The Wildlife Conservation Society has a long, proven track record of environmental stewardship. So when the New York City-based group recently announced an ambitious new global conservation strategy, Mongabay got in touch with WCS president and CEO Cristián Samper to get more details.

WCS has identified 15 of the world’s largest wilderness regions and laid out a strategy for how to protect them from climate change and other human-induced environmental pressures — and in the process, save half of the world’s biodiversity.

Conserving those 15 priority regions, ecologically intact wild places on land and at sea, is the crux of the group’s WCS: 2020 Strategic Plan. The group says that it hopes to reverse the population declines of six priority species across their entire range: elephants, apes, big cats, sharks & rays, whales & dolphins, and tortoises & freshwater turtles.
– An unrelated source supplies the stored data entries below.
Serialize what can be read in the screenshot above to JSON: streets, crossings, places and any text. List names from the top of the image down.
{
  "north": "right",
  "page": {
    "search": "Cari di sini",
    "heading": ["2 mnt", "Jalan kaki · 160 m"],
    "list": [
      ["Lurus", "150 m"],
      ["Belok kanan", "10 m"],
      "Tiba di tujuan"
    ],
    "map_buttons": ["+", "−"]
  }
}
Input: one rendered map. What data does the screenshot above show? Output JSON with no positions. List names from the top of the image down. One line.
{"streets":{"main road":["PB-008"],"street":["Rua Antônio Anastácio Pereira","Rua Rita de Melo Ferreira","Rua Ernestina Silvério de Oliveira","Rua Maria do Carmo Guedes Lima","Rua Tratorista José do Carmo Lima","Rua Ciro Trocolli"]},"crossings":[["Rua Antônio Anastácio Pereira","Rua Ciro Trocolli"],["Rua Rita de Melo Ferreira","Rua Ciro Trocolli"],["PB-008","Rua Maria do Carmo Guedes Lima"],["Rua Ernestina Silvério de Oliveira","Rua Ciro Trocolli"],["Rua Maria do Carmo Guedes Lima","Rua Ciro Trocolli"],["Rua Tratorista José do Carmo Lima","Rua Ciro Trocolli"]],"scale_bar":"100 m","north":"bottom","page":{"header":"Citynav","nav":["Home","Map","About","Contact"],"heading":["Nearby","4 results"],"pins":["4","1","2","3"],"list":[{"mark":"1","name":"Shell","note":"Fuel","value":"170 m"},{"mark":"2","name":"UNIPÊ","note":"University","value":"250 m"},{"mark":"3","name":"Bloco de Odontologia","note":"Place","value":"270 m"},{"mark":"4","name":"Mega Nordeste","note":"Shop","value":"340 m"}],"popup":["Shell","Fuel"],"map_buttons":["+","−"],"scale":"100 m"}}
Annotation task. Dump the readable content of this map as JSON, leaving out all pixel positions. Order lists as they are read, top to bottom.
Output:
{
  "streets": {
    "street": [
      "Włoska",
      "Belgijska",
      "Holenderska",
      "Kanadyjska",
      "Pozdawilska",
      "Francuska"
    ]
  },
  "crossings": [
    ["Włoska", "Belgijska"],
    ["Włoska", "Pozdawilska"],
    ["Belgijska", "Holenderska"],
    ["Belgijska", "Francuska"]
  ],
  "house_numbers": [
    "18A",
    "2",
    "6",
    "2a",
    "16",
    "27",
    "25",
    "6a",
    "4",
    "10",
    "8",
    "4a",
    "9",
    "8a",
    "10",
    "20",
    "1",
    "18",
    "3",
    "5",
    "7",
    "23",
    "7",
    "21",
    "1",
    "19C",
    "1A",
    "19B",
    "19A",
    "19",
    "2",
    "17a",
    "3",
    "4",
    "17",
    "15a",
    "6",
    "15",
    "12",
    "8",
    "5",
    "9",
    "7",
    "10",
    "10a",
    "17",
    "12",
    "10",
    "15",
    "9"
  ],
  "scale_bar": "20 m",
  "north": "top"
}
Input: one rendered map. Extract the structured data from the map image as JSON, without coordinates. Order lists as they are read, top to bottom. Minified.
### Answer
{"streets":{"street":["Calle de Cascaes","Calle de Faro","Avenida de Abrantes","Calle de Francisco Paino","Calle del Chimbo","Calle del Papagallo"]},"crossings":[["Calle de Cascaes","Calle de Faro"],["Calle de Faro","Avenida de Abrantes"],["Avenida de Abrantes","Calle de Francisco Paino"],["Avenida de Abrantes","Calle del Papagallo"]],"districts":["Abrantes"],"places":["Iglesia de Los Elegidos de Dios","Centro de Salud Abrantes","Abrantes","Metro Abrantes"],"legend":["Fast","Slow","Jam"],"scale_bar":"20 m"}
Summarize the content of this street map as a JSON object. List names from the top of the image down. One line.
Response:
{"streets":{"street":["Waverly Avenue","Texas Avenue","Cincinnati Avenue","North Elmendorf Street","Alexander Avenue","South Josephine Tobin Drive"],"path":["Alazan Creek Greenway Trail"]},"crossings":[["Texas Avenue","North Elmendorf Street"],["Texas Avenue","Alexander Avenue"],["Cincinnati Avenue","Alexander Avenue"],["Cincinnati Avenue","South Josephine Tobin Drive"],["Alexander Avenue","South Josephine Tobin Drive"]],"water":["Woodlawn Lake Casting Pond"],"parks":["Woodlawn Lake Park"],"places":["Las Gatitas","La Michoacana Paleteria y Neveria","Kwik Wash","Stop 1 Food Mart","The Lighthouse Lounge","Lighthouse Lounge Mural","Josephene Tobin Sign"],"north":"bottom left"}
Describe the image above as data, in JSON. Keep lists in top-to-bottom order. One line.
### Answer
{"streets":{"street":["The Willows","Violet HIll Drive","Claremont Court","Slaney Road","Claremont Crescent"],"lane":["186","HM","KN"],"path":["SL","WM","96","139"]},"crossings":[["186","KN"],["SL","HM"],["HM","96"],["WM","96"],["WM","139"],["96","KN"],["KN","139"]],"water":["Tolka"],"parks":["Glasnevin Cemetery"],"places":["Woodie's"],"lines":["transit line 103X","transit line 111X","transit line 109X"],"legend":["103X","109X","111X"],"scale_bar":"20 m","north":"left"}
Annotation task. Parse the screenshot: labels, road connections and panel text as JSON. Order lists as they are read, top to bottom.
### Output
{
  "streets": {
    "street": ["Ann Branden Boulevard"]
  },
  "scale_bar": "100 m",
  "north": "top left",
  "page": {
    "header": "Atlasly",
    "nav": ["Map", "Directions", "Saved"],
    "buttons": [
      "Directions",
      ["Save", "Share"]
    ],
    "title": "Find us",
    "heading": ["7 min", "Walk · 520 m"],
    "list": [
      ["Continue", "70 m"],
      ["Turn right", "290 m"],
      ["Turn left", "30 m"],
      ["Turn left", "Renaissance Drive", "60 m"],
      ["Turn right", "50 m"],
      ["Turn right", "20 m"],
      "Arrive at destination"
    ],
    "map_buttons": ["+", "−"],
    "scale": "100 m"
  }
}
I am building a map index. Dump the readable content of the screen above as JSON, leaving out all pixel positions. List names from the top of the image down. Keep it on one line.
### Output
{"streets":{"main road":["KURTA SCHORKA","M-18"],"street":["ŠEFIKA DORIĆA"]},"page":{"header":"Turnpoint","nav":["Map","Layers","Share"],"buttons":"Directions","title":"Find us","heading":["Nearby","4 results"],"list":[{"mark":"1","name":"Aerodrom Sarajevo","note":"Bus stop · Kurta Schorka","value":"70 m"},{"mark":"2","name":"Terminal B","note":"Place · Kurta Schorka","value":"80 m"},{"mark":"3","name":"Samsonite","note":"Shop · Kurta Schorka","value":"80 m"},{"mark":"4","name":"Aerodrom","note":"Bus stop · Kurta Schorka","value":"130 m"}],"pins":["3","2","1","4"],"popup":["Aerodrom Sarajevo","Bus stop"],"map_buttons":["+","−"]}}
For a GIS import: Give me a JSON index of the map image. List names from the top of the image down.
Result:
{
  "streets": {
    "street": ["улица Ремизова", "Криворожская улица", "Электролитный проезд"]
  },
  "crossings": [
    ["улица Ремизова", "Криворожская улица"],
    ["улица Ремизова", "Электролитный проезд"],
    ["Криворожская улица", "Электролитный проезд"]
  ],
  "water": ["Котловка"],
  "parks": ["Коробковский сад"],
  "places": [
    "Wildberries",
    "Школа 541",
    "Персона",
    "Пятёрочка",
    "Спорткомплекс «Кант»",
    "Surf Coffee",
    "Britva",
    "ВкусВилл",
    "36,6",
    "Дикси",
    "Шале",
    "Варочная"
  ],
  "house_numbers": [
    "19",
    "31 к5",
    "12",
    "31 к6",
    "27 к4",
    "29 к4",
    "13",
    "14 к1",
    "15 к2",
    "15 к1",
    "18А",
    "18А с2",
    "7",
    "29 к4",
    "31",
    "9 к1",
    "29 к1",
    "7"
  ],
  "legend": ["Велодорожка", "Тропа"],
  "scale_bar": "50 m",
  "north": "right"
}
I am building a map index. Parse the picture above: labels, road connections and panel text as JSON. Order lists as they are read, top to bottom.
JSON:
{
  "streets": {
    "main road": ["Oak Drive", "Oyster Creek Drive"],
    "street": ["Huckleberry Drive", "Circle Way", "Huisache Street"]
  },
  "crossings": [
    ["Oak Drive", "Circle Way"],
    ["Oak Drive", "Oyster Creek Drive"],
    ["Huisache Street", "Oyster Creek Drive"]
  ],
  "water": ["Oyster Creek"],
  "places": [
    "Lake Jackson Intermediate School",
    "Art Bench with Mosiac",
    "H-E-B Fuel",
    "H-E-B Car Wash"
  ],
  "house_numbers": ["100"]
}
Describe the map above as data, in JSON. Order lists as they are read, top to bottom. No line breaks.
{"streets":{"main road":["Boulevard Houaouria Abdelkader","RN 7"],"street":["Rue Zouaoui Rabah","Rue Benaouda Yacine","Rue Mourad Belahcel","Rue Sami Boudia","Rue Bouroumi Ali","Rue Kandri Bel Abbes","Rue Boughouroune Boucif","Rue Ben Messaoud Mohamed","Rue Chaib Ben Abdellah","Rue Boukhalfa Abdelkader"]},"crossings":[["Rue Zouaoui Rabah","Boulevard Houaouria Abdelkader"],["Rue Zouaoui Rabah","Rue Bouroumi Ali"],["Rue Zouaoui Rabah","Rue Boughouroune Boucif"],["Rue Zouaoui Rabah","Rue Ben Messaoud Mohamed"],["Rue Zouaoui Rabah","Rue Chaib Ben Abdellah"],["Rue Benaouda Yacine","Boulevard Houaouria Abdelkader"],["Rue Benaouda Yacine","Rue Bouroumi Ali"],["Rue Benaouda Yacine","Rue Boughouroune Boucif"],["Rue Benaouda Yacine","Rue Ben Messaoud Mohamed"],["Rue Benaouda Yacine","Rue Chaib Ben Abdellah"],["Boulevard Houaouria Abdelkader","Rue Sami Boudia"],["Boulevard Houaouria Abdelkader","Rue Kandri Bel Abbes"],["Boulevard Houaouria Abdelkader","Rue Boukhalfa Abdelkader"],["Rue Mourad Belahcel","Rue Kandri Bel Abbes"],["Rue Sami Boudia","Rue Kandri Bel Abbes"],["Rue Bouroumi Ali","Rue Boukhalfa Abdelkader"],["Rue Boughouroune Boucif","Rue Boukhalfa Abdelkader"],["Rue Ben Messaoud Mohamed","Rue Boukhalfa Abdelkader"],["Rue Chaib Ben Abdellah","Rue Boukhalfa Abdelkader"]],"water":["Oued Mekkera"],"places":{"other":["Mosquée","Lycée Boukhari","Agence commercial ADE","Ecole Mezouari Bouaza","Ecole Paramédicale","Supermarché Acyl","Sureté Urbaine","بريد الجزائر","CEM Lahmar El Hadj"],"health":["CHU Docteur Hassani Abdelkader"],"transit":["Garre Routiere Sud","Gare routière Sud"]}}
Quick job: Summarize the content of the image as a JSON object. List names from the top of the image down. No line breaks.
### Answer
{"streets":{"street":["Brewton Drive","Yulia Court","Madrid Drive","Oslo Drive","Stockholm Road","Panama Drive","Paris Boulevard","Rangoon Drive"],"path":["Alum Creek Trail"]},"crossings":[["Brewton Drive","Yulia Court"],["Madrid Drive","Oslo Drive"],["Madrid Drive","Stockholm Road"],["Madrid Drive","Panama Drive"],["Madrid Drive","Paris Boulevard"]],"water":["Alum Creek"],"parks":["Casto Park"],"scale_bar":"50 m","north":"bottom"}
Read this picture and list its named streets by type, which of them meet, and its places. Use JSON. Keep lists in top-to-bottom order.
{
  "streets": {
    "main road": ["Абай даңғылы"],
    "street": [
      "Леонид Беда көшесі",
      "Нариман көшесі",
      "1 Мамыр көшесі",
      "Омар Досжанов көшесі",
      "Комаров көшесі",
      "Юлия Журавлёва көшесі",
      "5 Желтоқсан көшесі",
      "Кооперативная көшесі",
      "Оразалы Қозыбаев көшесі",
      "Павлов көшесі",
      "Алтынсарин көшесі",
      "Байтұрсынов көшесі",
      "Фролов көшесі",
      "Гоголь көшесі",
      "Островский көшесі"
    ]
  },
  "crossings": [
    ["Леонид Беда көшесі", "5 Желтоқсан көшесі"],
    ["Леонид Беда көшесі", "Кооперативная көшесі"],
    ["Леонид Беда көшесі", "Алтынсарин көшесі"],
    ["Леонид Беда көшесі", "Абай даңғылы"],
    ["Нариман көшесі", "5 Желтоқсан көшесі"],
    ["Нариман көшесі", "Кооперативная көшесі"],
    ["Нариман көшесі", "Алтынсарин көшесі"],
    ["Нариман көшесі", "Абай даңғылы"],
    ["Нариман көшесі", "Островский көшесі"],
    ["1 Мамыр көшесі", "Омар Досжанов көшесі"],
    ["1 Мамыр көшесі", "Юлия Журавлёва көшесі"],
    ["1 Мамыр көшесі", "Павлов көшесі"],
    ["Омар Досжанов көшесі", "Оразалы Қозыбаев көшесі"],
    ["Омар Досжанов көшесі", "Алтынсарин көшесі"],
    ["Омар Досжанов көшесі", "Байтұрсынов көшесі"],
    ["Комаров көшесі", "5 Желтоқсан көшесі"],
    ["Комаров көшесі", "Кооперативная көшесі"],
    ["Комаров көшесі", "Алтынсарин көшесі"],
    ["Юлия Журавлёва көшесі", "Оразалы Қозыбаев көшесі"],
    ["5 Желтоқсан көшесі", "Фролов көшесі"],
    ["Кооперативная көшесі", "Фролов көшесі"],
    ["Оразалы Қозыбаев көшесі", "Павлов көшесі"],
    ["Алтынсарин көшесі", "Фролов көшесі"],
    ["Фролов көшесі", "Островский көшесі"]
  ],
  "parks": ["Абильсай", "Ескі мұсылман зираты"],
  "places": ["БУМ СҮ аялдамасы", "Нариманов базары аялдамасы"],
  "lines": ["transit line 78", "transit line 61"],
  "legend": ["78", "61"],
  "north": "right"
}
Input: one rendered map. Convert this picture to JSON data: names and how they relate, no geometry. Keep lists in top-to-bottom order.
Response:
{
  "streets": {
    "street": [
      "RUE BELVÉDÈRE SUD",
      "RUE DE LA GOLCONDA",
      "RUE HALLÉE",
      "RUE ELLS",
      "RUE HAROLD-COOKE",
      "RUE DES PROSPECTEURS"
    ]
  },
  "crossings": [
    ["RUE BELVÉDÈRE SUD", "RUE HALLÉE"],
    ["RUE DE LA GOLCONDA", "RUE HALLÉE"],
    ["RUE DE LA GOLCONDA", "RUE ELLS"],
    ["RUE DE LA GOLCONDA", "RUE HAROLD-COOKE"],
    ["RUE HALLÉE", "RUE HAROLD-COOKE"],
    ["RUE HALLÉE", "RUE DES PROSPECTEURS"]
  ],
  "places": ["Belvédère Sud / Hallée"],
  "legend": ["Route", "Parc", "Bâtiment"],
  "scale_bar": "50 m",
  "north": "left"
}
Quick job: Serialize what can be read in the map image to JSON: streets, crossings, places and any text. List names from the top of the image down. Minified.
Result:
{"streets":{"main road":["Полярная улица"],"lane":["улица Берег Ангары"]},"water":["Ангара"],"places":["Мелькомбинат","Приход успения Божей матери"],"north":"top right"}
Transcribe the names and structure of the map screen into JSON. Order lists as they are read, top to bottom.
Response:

Dr. William Laurance, a Distinguished Research Professor at James Cook University in Australia and a world-renowned tropical forest conservation expert, told Mongabay that many of the regions WCS has selected are obvious priorities, such as the Lower Mekong Basin in Cambodia, Laos, Myanmar, Thailand and Vietnam; the Southeast Asian Archipelago (including the forests, coastlines and reefs of Indonesia and Malaysia); MesoAmerica and the Western Caribbean; the northern Andes/Orinoco/Western Amazon; and Madagascar/western Indian Ocean.

Image via Wildlife Conservation Society.

Other regions seem less urgent to Laurance, such as the North American Rocky Mountains and Eastern North American forests. “Not that these latter areas are unimportant,” he said, “but in a sense we’re comparing gold to precious diamonds and rubies here, at least from a biodiversity perspective.”

Overall, Laurance said his general sense is that any effective conservation activities in the 15 priority areas is going to be useful, and the real question is whether WCS’s efforts can affect the “watershed” change needed to save half of the world’s biodiversity.

“At the end of the day, one has to come back to WCS’s record of long-term environmental leadership,” Laurance said. “Of the major international conservation groups, they’ve been among the most effective, in my opinion.”

But that’s not to say WCS will be engaging in this work on its own. “No one organization alone can achieve the scale needed to address the tremendous challenges facing wildlife,” WCS’s Cristián Samper told Mongabay, “so at the core of our strategy are strategic partnerships to leverage our resources and achieve greater impact.”

Mongabay spoke with Samper via email to find out how the group plans to achieve such a monumental task as saving 50 percent of the world’s species, who are WCS’s key partners that will be critical to the strategy’s success and how the group plans to be transparent about its progress.

Malay tiger. Photo by Rhett Butler.

Mongabay: You’ve set the goal to conserve the world’s largest wild places in 15 priority regions, which certainly sounds ambitious enough, but what exactly are the objectives of WCS: 2020 that are new, or more aggressive, or more broad in scope than WCS’s past work?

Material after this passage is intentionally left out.